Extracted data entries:
========================================

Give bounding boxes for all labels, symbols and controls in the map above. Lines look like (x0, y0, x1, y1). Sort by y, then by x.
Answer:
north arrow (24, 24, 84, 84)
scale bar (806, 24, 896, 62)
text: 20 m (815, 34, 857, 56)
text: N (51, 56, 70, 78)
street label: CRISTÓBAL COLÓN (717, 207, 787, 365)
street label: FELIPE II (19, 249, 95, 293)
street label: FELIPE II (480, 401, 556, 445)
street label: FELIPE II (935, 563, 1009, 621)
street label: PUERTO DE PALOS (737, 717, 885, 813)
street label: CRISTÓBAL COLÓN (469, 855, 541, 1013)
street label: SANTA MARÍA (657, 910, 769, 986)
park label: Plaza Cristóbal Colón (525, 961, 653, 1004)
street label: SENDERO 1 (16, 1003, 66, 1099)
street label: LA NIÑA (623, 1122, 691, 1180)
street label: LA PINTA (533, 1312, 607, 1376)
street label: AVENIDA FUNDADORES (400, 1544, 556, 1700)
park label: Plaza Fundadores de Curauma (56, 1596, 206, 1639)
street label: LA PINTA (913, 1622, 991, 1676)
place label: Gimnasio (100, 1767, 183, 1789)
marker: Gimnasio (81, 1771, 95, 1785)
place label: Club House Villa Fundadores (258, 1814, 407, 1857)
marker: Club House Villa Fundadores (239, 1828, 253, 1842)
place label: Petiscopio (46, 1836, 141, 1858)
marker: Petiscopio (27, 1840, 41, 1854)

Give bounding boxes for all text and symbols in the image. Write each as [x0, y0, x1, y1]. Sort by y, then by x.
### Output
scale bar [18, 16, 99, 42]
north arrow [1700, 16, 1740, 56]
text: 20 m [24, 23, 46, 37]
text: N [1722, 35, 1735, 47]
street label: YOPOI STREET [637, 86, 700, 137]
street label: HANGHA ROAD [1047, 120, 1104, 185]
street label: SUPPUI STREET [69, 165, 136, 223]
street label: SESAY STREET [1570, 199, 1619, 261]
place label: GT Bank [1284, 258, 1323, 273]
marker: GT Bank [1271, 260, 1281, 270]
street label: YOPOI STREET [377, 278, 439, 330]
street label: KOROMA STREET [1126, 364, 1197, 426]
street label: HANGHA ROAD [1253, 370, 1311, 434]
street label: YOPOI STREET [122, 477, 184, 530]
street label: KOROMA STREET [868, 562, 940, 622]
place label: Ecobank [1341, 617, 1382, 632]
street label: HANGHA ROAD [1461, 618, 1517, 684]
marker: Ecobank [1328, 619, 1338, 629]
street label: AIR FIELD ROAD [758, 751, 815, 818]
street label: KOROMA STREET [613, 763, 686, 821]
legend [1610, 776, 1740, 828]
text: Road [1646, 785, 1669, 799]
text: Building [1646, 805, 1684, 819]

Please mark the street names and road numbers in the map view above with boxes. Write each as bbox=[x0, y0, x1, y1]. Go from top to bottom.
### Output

========================================

### Task objective
Return, exactly, the lines from the first line of the records above to the line containing "Give bounding boxes for all text", both included.

### Your response
Give bounding boxes for all labels, symbols and controls in the map above. Lines look like (x0, y0, x1, y1). Sort by y, then by x.
Answer:
north arrow (24, 24, 84, 84)
scale bar (806, 24, 896, 62)
text: 20 m (815, 34, 857, 56)
text: N (51, 56, 70, 78)
street label: CRISTÓBAL COLÓN (717, 207, 787, 365)
street label: FELIPE II (19, 249, 95, 293)
street label: FELIPE II (480, 401, 556, 445)
street label: FELIPE II (935, 563, 1009, 621)
street label: PUERTO DE PALOS (737, 717, 885, 813)
street label: CRISTÓBAL COLÓN (469, 855, 541, 1013)
street label: SANTA MARÍA (657, 910, 769, 986)
park label: Plaza Cristóbal Colón (525, 961, 653, 1004)
street label: SENDERO 1 (16, 1003, 66, 1099)
street label: LA NIÑA (623, 1122, 691, 1180)
street label: LA PINTA (533, 1312, 607, 1376)
street label: AVENIDA FUNDADORES (400, 1544, 556, 1700)
park label: Plaza Fundadores de Curauma (56, 1596, 206, 1639)
street label: LA PINTA (913, 1622, 991, 1676)
place label: Gimnasio (100, 1767, 183, 1789)
marker: Gimnasio (81, 1771, 95, 1785)
place label: Club House Villa Fundadores (258, 1814, 407, 1857)
marker: Club House Villa Fundadores (239, 1828, 253, 1842)
place label: Petiscopio (46, 1836, 141, 1858)
marker: Petiscopio (27, 1840, 41, 1854)

Give bounding boxes for all text and symbols in the image. Write each as [x0, y0, x1, y1]. Sort by y, then by x.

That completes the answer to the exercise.